In 1965, fully 100 years after Emancipation, and 45 years after White women gained access to the ballot, the Civil Rights movement yielded the Voting Rights Acts of 1965. African Americans might have gained citizenship in 1868, with the ratification of the 14th Amendment; they might have been legally entitled to vote in 1870 (under the 15th Amendment), but it took one hundred whole years before they would be allowed to access that citizenship in relative peace. POC were supposedly free to access the power of the vote, in 1868 but it took the Voting Rights Act of 1965 to make it so. And yet this Monday morning, after Charlottesville, we want to MMQB - Monday morning quarterback the weekend's violence as if it were a series of new and inexplicable football plays? Y'all need to stop playin'!

Since the re-election of Barack Obama - in fact, since before his re-election - Republican state legislatures have been rolling out voter suppressive tactics as fast as their fingers can write the odious laws. The goal has long been to deny the rights of 'the wrong kinds of people'. But how is that any different from what America has been all along? *Hint: it ain't any different. Why do they do it? Because they're bigots. That is all.
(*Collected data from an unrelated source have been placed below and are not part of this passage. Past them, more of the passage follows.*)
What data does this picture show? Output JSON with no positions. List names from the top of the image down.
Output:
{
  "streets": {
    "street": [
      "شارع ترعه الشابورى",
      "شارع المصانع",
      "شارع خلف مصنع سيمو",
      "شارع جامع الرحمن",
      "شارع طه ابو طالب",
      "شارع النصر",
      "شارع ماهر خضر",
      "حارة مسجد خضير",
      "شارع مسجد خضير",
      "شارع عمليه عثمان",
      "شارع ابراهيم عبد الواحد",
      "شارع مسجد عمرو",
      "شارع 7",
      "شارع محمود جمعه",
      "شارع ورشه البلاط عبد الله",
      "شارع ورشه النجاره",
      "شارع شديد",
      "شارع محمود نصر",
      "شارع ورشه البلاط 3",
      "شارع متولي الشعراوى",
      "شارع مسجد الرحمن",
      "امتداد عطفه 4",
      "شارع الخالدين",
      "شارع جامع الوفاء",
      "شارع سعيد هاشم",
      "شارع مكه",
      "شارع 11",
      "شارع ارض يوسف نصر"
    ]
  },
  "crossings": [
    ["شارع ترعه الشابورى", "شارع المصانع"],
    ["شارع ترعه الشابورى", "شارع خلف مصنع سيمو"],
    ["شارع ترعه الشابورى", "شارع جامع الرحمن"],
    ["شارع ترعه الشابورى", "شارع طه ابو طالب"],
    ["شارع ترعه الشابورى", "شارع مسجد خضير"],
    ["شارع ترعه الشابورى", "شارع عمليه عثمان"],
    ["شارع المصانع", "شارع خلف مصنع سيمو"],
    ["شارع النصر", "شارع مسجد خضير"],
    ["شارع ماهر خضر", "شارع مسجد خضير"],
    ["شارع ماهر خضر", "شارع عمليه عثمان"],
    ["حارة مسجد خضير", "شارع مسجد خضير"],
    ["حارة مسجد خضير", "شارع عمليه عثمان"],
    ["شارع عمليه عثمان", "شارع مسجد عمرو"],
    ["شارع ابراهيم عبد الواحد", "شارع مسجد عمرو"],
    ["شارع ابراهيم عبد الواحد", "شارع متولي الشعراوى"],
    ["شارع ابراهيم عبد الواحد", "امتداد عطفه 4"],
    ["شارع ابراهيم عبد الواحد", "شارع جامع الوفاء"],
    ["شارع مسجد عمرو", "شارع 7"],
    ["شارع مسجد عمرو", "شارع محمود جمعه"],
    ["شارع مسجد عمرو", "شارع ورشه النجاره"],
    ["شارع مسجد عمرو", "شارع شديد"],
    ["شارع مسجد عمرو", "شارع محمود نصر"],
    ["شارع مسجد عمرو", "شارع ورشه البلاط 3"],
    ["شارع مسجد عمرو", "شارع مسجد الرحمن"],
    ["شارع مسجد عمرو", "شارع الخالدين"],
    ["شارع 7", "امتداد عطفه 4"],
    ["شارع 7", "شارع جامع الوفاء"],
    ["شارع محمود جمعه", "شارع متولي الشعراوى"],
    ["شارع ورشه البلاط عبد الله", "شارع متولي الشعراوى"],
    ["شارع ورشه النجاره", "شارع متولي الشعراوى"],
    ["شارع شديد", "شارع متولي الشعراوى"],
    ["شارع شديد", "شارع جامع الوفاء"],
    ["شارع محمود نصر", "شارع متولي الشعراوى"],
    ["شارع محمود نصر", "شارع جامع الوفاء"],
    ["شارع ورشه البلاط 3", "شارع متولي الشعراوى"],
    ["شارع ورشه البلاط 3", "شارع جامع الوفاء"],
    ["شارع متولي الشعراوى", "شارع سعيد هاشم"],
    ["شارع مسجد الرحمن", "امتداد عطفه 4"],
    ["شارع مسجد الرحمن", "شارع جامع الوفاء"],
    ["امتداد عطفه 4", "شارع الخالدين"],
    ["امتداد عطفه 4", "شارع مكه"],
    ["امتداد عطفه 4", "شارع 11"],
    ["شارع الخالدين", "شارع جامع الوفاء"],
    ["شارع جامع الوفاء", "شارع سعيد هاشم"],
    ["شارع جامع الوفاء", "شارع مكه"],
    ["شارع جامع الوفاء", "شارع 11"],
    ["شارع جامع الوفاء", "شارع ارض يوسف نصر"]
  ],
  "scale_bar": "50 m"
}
The end. 

In 2016, the Dakota Access pipeline was re-routed. Whether you believe the explanations as to why it was re-routed, one thing is clear: the new route, through sacred Native burial grounds is deeply problematic. No amount of protest could stop the pipeline's eventual construction. Why? Because #BigotsRUs. Because Native people don't have rights. Because Chief Justice Taney (1857) was clear, "The Black [and brown] man has no rights that the White man is bound to respect". And we wanna pretend like the ugliness in Charlottesville is new? Environmental racism may simply be a new form of odious White supremacy in action, but it ain't nothin' new. 

Folks out here chanting about blood and soil. Whose blood? More importantly, whose damn soil? You stole the soil, you stole people to work the damn soil, and you shed copious amounts of blood along the way. And now you wanna act like you own something and ain't nobody else got any rights but you? 

Meanwhile the pearl-clutching types wanna split hairs about who's more violent than whom and pretend that there's some kind of immoral equivalence* across types of violence? Nah son. Try that with someone who hasn't read a page or two of America's real history.

A woman on a FB thread this morning was trying to blame Wall effing Street and the Deep State (I mean seriously?) for the violence in Charlottesville. Someone else I encountered was trying to blame George Soros. And of course, Barry O'Bummer. Oh and Hillary!

Jesus, Mary, Joseph and the donkey, y'all need to stop f--king playin'!

Stop it! Just stop.

This nation? Born and bred in blood and soil. Forget Jesus and Christian values. Neither of those things applies. Soaked in the blood of the exploited and oppressed is what America is. Soaked in blood and lies and an unwillingness to own the cold ugly truth. Hence Charlottesville. 

You want to talk about blood and soil? Let's talk, but let's just be damn clear whose blood, whose soil and who did the spilling and stealing of same. 

* immoral equivalence: the suggestion that all violence is equally bad; the suggestion that the violence to put down bigotry is the same morally speaking. as the violence of bigots. If this is the case, why then do we so revere the so-called 'greatest generation' that defeated Hitler?